I have a text file where every line is a random combination of any of the following groups
Numbers - English Letters - Arabic Letters - Punctuation
\w which is composed of a-zA-Z0-9_ for the first 2 groups
\p{InArabic} for the third group
\p{Punct} which is composed of !"#$%&'()*+,-./:;<=>?@[]^_`{|}~ for the fifth group
I got this info from here
i read a line. The ONLY time I do something to this line is if the line contains Arabic letters AND (English letters OR Unicode Symbols)
After reading this post and this post I came up with the following expression.
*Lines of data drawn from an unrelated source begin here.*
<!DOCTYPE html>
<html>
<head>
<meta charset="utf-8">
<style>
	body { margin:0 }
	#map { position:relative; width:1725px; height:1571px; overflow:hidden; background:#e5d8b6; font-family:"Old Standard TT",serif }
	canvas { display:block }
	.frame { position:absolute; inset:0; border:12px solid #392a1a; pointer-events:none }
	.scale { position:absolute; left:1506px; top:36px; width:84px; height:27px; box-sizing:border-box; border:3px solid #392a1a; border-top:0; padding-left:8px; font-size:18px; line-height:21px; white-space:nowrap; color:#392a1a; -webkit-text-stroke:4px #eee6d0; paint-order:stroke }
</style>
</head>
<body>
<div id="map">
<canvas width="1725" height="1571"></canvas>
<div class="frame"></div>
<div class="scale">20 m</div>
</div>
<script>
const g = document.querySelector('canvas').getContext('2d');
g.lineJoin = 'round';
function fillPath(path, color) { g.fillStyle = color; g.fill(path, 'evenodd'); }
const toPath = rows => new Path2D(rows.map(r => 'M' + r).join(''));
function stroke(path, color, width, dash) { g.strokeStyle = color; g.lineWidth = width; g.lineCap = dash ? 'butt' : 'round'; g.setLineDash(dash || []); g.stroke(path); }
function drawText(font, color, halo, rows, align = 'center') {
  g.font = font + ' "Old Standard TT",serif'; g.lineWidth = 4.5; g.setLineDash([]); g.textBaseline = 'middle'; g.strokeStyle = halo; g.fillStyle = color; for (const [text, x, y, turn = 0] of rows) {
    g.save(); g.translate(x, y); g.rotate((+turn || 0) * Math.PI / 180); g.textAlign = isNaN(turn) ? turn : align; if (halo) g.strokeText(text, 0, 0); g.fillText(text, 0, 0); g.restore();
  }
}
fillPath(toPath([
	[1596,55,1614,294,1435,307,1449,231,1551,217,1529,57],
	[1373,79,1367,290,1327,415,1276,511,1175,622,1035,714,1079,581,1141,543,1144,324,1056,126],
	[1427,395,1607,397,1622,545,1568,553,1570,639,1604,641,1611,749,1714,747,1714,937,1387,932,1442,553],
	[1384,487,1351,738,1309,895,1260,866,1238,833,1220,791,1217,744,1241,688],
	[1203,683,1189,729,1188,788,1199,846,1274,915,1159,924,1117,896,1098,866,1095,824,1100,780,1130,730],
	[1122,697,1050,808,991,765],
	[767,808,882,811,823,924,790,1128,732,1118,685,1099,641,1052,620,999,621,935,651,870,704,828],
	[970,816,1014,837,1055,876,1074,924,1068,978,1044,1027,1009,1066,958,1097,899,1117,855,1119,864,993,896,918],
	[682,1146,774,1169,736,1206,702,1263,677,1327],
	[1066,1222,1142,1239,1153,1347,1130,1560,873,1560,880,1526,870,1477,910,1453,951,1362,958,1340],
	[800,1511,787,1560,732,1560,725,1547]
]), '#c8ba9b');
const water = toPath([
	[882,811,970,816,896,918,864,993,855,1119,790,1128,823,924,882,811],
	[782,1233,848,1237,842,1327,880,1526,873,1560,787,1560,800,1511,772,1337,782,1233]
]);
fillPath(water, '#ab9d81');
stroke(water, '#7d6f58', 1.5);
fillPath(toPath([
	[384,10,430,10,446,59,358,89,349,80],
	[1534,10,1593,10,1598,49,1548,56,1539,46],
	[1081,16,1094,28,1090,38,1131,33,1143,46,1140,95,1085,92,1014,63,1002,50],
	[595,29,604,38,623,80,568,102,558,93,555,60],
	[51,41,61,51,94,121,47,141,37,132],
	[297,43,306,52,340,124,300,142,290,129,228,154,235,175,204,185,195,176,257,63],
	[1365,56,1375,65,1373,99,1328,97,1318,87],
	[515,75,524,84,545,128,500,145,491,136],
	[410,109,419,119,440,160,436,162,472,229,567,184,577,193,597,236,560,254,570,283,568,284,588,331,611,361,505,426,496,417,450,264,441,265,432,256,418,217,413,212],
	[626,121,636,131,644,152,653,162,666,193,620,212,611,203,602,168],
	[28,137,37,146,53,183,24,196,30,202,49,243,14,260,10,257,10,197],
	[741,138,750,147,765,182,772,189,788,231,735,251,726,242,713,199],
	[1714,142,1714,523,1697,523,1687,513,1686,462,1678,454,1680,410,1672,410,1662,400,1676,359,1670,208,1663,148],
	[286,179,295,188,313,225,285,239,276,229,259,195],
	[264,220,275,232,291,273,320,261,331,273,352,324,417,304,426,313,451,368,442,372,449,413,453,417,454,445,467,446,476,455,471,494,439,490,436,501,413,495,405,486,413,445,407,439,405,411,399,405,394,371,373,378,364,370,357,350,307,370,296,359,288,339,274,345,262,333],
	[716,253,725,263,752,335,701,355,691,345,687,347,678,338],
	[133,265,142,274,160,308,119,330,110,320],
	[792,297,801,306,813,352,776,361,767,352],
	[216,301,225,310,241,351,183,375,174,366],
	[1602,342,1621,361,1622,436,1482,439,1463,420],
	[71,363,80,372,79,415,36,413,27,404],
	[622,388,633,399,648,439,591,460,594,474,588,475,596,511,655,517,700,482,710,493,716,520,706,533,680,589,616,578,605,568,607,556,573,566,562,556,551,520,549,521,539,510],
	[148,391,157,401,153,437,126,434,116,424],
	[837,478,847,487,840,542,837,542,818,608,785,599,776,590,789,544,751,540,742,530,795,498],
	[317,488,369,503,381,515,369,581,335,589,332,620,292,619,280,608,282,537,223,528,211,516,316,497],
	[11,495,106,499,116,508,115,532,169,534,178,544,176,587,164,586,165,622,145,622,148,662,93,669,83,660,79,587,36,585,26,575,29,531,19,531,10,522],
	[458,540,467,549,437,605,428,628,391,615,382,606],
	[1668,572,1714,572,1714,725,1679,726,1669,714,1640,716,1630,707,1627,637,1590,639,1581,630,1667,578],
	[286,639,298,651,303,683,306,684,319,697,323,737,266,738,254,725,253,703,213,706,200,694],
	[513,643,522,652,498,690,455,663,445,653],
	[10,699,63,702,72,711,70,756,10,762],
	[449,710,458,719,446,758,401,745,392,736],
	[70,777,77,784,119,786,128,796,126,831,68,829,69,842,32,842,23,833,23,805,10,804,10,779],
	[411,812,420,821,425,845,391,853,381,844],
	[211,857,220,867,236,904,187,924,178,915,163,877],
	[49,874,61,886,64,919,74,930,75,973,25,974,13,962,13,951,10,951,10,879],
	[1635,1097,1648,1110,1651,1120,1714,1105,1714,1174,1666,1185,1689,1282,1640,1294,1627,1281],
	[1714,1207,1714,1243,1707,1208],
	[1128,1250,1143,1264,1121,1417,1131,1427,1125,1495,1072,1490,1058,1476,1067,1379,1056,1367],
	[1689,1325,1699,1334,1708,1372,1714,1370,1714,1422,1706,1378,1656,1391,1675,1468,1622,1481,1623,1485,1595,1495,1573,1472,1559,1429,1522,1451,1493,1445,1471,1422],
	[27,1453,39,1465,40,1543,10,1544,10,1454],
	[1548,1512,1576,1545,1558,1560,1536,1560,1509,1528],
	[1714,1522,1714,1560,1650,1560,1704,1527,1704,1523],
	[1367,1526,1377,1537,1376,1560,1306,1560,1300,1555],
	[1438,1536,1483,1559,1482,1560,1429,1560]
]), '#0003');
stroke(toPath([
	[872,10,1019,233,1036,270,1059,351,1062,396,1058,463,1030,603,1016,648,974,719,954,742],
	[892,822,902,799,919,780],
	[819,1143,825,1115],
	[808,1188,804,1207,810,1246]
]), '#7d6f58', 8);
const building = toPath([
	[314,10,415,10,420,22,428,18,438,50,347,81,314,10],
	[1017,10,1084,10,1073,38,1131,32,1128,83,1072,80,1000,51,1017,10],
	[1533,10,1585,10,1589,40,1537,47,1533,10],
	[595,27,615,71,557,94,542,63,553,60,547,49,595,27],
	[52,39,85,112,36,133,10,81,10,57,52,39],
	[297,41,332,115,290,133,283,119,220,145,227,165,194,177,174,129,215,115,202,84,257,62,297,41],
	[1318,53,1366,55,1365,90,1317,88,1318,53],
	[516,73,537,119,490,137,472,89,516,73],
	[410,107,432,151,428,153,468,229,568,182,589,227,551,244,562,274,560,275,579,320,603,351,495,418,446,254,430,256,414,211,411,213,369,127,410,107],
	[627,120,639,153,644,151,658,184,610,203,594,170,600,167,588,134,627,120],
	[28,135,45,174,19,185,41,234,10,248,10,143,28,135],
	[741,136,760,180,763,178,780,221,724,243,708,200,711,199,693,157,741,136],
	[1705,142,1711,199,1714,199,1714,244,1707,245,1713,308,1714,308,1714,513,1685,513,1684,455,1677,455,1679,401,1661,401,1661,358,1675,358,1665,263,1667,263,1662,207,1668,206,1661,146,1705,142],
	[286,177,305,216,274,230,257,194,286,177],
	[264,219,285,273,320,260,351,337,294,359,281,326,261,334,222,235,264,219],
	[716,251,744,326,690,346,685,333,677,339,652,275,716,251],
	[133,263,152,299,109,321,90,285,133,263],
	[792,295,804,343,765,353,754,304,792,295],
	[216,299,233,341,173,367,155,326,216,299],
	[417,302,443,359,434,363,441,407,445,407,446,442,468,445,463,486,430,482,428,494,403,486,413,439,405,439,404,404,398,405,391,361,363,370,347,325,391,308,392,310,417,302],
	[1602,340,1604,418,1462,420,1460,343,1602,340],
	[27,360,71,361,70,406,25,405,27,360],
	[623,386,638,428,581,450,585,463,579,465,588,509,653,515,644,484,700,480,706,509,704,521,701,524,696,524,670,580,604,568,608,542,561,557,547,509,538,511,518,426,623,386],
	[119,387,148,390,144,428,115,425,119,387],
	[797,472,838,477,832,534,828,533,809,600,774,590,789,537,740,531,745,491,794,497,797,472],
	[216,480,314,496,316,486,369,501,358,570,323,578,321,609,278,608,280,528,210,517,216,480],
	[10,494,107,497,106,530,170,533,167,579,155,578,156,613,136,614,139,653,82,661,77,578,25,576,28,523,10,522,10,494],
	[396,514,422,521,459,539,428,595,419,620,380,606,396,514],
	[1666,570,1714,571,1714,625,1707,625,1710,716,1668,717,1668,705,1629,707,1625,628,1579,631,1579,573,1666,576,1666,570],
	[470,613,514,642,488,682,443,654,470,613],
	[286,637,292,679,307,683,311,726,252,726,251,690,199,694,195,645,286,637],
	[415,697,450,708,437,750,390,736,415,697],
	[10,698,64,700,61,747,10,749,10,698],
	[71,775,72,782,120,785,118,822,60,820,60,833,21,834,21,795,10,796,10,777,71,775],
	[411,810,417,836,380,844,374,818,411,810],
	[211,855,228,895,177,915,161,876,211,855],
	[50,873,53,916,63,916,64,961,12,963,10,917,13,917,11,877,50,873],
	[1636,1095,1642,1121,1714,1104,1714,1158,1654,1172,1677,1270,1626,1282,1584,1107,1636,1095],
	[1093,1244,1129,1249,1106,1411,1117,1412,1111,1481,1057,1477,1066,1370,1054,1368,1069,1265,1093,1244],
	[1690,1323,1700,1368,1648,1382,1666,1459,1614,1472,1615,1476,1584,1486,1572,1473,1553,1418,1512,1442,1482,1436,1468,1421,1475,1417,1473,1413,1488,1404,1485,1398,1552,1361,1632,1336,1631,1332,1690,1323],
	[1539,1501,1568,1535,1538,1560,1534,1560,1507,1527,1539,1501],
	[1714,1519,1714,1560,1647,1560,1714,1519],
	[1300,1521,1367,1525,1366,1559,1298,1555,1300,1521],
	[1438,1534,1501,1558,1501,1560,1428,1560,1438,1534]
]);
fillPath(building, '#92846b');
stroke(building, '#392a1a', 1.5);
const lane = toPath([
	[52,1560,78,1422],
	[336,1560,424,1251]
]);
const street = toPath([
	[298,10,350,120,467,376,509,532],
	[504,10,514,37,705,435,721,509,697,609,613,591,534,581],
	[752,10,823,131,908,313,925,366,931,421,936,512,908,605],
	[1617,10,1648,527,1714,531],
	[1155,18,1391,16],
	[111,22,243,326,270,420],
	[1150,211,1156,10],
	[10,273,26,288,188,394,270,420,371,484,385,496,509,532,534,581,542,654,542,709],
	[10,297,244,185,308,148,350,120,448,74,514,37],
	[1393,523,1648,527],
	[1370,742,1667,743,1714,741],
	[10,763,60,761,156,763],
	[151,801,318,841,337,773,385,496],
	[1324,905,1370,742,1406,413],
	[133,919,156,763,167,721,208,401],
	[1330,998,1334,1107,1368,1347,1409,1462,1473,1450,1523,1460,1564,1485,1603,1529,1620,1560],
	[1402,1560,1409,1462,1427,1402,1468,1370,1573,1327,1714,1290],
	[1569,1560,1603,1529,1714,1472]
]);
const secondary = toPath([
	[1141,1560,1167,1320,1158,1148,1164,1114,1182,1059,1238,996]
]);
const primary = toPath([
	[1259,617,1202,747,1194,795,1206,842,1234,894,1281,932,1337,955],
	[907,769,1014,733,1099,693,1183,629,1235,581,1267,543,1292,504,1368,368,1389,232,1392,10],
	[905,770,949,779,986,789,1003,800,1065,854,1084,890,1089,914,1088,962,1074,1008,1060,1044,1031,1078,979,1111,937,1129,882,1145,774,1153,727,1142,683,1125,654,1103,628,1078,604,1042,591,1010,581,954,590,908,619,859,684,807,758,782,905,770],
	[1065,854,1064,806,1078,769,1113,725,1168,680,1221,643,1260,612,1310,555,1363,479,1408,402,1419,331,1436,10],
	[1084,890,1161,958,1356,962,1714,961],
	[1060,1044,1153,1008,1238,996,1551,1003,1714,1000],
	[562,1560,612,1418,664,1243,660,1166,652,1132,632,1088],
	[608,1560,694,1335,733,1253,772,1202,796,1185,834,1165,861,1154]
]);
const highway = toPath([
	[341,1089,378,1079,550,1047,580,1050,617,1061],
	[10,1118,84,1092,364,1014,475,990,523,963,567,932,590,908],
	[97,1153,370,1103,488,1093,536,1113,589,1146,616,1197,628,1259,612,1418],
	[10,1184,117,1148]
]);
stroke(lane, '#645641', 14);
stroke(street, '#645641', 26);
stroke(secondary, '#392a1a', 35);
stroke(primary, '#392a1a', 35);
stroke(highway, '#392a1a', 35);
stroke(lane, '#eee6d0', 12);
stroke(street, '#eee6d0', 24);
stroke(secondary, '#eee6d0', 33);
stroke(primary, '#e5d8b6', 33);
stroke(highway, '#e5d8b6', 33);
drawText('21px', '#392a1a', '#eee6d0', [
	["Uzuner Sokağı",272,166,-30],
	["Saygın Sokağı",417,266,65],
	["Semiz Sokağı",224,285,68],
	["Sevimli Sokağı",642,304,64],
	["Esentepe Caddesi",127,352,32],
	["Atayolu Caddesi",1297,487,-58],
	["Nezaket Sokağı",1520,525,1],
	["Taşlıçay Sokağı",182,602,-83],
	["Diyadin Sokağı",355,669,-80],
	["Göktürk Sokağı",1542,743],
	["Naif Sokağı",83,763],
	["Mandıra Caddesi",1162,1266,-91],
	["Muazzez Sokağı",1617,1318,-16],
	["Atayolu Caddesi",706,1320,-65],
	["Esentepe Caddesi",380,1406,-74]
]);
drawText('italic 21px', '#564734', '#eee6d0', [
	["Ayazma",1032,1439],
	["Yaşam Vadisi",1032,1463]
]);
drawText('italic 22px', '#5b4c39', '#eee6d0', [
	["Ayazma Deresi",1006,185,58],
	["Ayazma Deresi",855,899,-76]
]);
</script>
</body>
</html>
Obviously it's wrong as my output is all wrong >.<
pattern = Pattern.compile("(?=\\p{InArabic})(?=[a-zA-Z])");
Here's the input
1
1a
a!
aش
شa
ششa
aشش
شaش
aشa
!aش
The first three shouldn't be matched but my output shows that NONE are a match.
Edit: sorry I just realized that I forgot to change my title. But if any of you feel that searching is better performance wise then please suggest a search algorithm. Using search algo instead of regex looks ugly but I'd go with it if it performed better. Thanks to the posts I read, I learned that I can make regex faster if I put this in the constructor so that it'd be executed once only instead of including them in my loop thereby being executed everytime
pattern = Pattern.compile("(?=\\p{InArabic})(?=[a-zA-Z])");
matcher = pattern.matcher("");